All analyses accounted for clustering of infants within a live birth delivery and clustering of sibling births. We used SAS version 9.3 (SAS Institute) and SUDAAN version 11.0 (RTI International) for analysis. Cohort sizes of less than 20 infants were suppressed and complementary suppression was applied.

Results

Between 2000 and 2010, there were 4 618 076 liveborn infants in Florida, Massachusetts, and Michigan; of those infants, 64 861 (1.4%)were conceived using ART. Compared with non-ART infants, those conceived using ART had higher frequencies of multiple births, a birth weight of less than 2500 g and less than 1500 g, and gestational age of less than 37 weeks and less than 32 weeks (Table 1). There was no difference in the distribution of infant sex. Approximately 45.8%(n = 29 736) of ART-conceived infants were born to mothers who were Massachusetts residents, compared with 18.7%(n = 853 165) of non-ART infants. Mothers of ART infants were more likely to be 30 years or older, non-Hispanic white, college graduates, and nulliparous than mothers of non-ART infants.
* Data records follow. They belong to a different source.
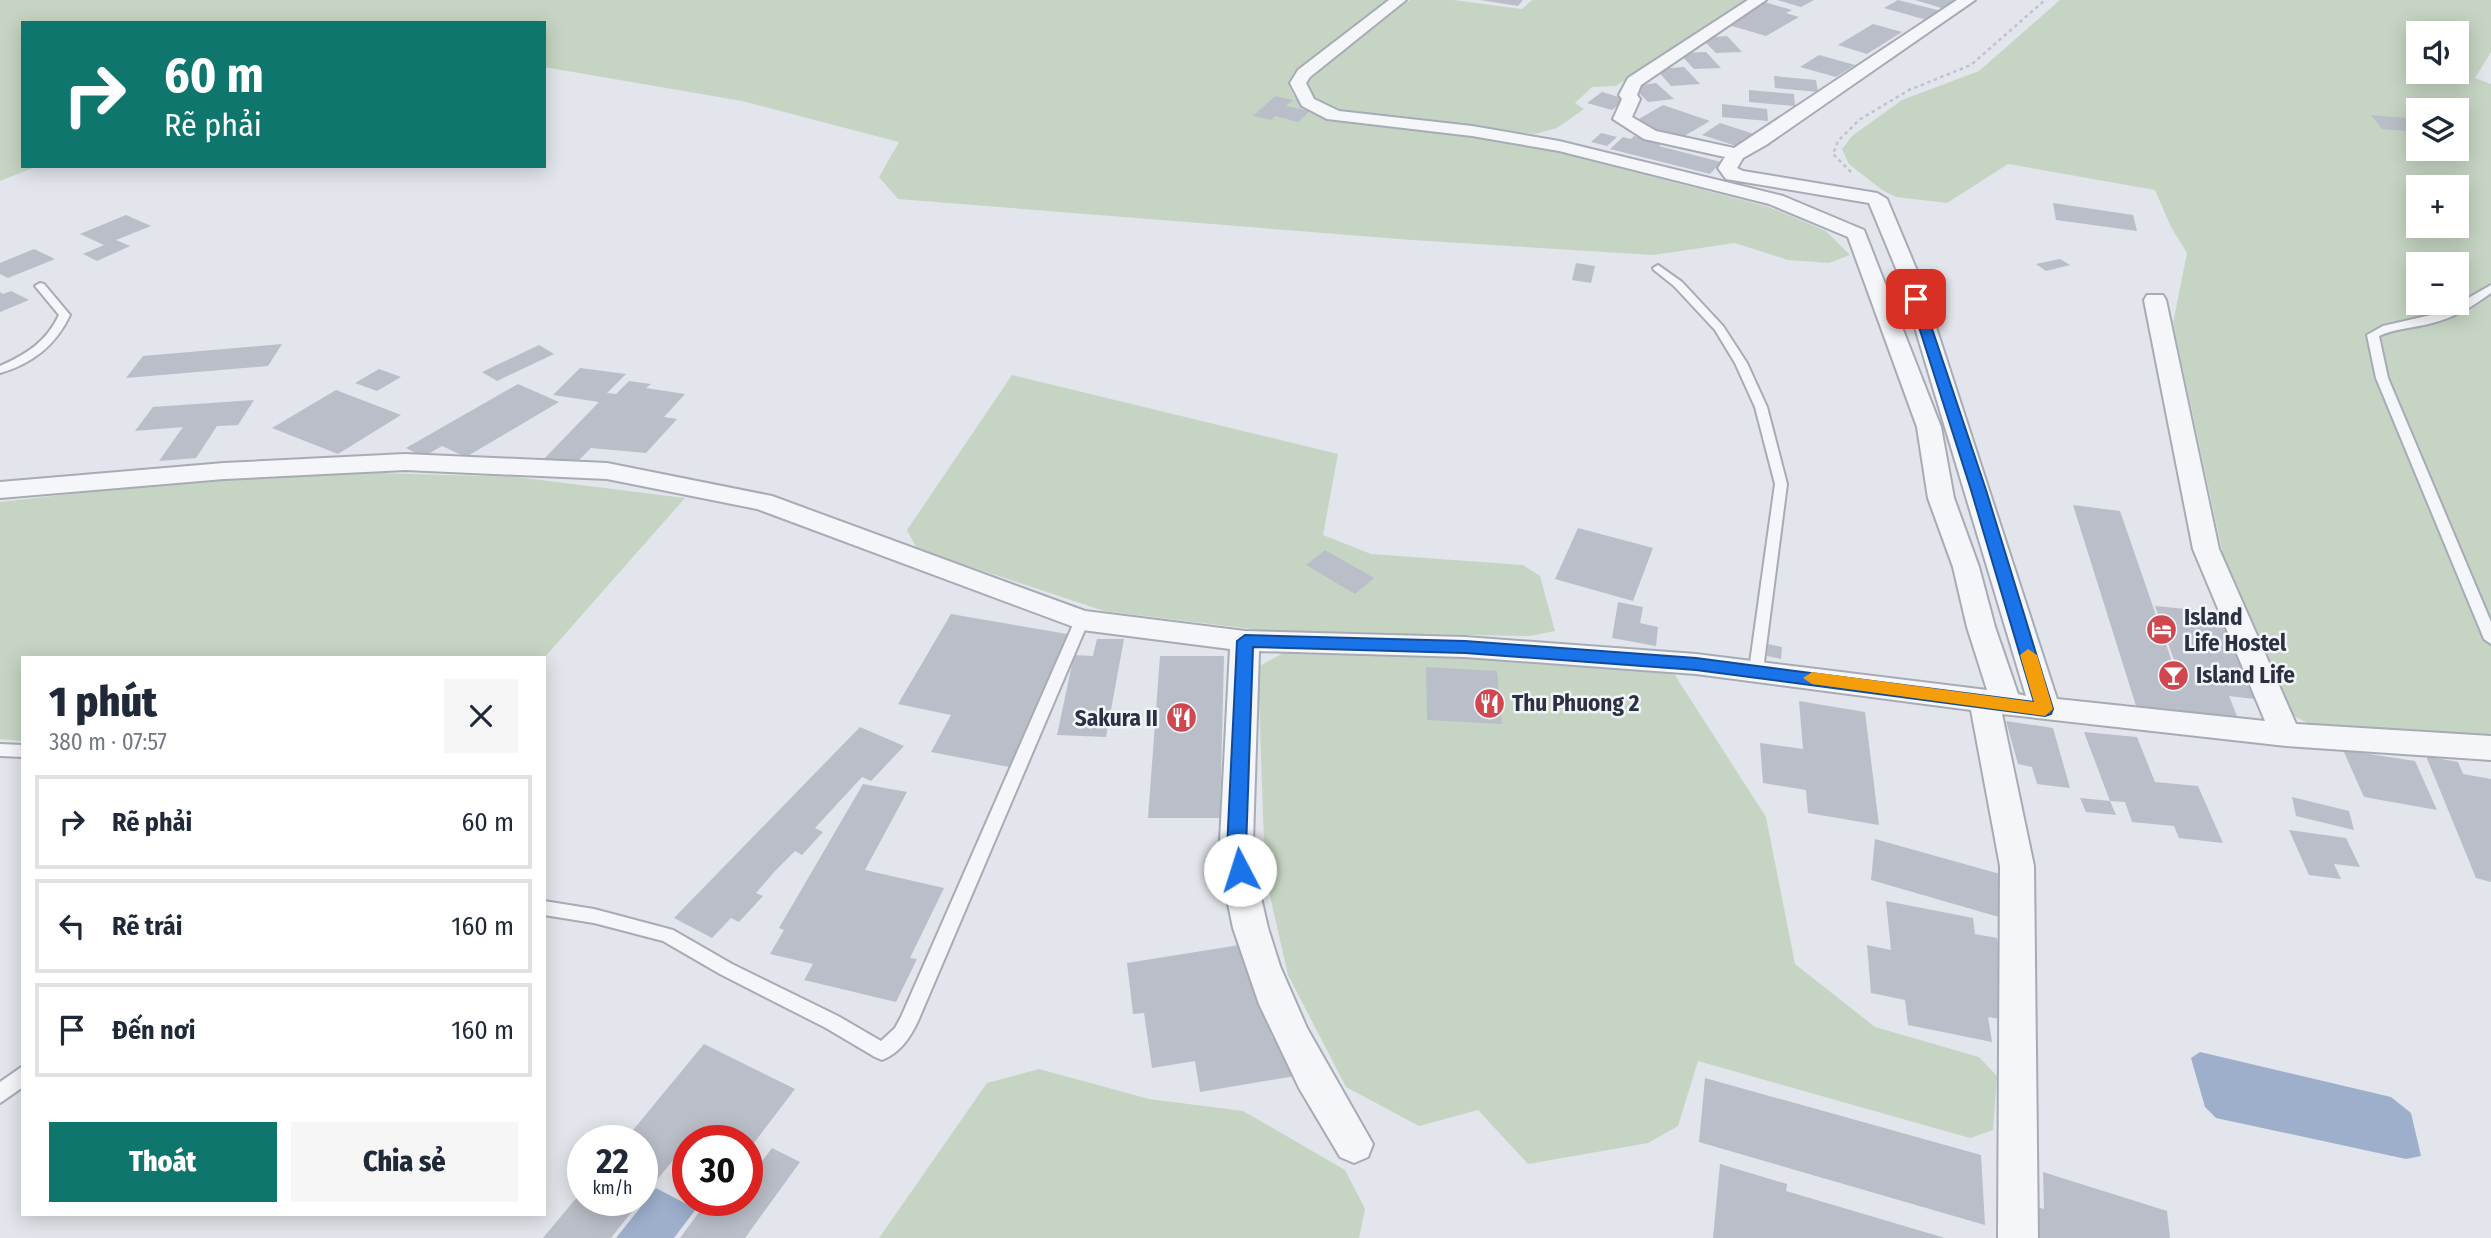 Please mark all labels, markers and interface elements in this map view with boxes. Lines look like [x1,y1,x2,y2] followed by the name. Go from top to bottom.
[2406,21,2469,315] map controls
[2406,21,2469,84] button: sound
[164,46,264,105] text: 60 m
[49,49,140,140] icon: right
[2406,98,2469,161] button: layers
[164,106,262,144] text: Rẽ phải
[2406,175,2469,238] button: +
[2406,252,2469,315] button: −
[1886,269,1946,329] pin
[1897,280,1935,318] icon: arrive
[2184,603,2287,657] place label: Island Life Hostel
[2144,613,2178,647] hotel icon: Island Life Hostel
[2156,658,2190,692] bar icon: Island Life
[2196,661,2295,689] place label: Island Life
[49,677,157,727] text: 1 phút
[444,679,518,753] button: close
[1472,686,1506,720] restaurant icon: Thu Phuong 2
[1512,689,1640,717] place label: Thu Phuong 2
[1164,701,1198,735] restaurant icon: Sakura II
[1075,704,1158,732] place label: Sakura II
[49,728,167,756] text: 380 m · 07:57
[53,803,91,841] icon: right
[112,807,192,838] text: Rẽ phải
[461,807,514,838] text: 60 m
[1203,833,1277,907] position arrow
[53,907,91,945] icon: left
[112,911,182,942] text: Rẽ trái
[451,911,514,942] text: 160 m
[53,1011,91,1049] icon: arrive
[112,1015,195,1046] text: Đến nơi
[451,1015,514,1046] text: 160 m
[49,1122,277,1202] button: Thoát
[291,1122,518,1202] button: Chia sẻ
[672,1125,763,1216] speed limit sign: 30
[596,1140,629,1182] text: 22
[592,1177,633,1199] text: km/h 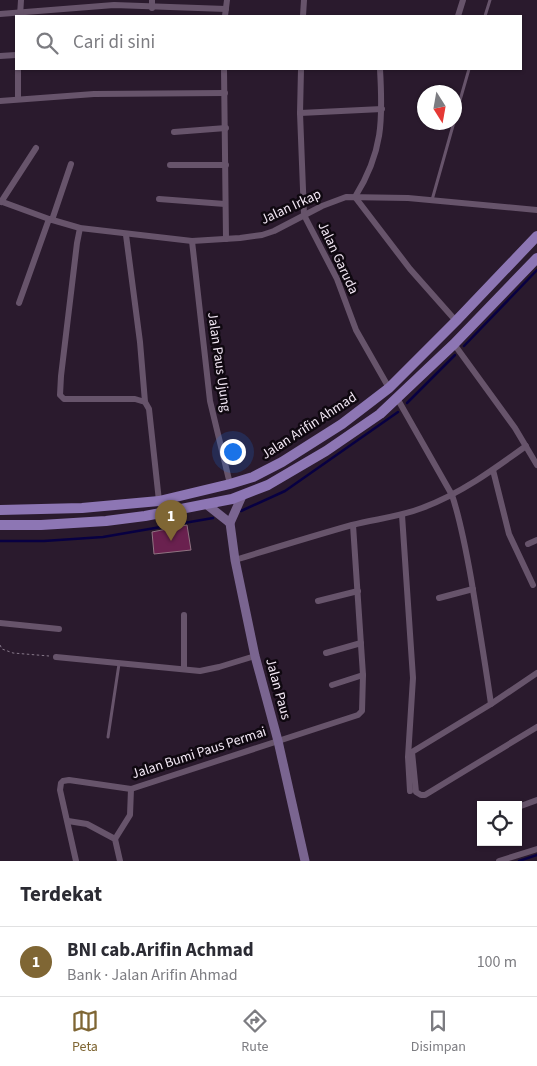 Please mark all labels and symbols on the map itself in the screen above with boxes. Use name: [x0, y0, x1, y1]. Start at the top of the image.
north arrow: [417, 85, 462, 130]
street label: Jalan Irkap: [257, 184, 325, 230]
street label: Jalan Garuda: [312, 218, 364, 298]
street label: Jalan Paus Ujung: [202, 311, 236, 413]
street label: Jalan Arifin Ahmad: [257, 388, 361, 464]
your location: [220, 439, 246, 465]
pin: 1: [155, 500, 187, 541]
street label: Jalan Paus: [260, 656, 296, 722]
street label: Jalan Bumi Paus Permai: [129, 722, 269, 784]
Tobacco use during pregnancy was less common in mothers of ART vs non-ART infants, while diabetes and hypertension were more common in mothers of ART infants.

Table 1.

Characteristics of Liveborn Infants by Mode of Conception in Florida, Massachusetts, and Michigan, 2000–2010

Characteristic^a	No. (%)^b
Characteristic^a	ART (n = 64 861)	Non-ART (n = 4 553 215)
Plurality
Singleton	33 601 (51.8)	4 421 154 (97.1)
Twins	28 031 (43.2)	127 013 (2.8)
Triplets/higher	3229 (5.0)	5048 (0.1)
Infant sex
Male	33 213 (51.2)	2 331 340 (51.2)
Female	31 648 (48.8)	2 221 767 (48.8)
Birth weight, g
<2500	20 843 (32.2)	357 027 (7.8)
<1500	4172 (6.4)	66 580 (1.5)
Gestational age, wk
<37	23 456 (36.3)	444 005 (9.8)
<32	4742 (7.3)	74 063 (1.6)
State of residence
Florida	21 636 (33.4)	2 333 367 (51.2)
Massachusetts	29 736 (45.8)	853 165 (18.7)
Michigan	13 489 (20.8)	1 366 683 (30.0)
Maternal age, y
<30	7480 (11.5)	2 742 518 (60.2)
30–34	22 587 (34.8)	1 120 673 (24.6)
35–37	15 228 (23.5)	411 713 (9.0)
38–40	10 821 (16.7)	202 982 (4.5)
≥41	8745 (13.5)	75 161 (1.7)
Race/ethnicity
Non-Hispanic white	52 636 (81.4)	2 651 395 (58.4)
Non-Hispanic black	2629 (4.1)	823 410 (18.1)
Hispanic	648 (1.0)	58 761 (1.3)
Asian/Pacific Islander	5598 (8.7)	838 398 (18.5)
Other/mixed	3159 (4.9)	165 831 (3.7)
Maternal education, y
<12	883 (1.4)	794 055 (17.6)
12	7788 (12.1)	1 378 011 (30.5)
Some college	13 767 (21.3)	1 121 534 (24.8)
College graduate	42 051 (65.2)	1 217 657 (27.0)
Parity
Nulliparous	42 697 (66.1)	1 906 727 (42.0)
Multiparous	21 884 (33.9)	2 628 451 (58.0)
Tobacco use during pregnancy^c	806 (1.2)	463 004 (10.2)
Diabetes^d	4501 (7.0)	184 442 (4.1)
Hypertension^e	6386 (9.8)	232 898 (5.1)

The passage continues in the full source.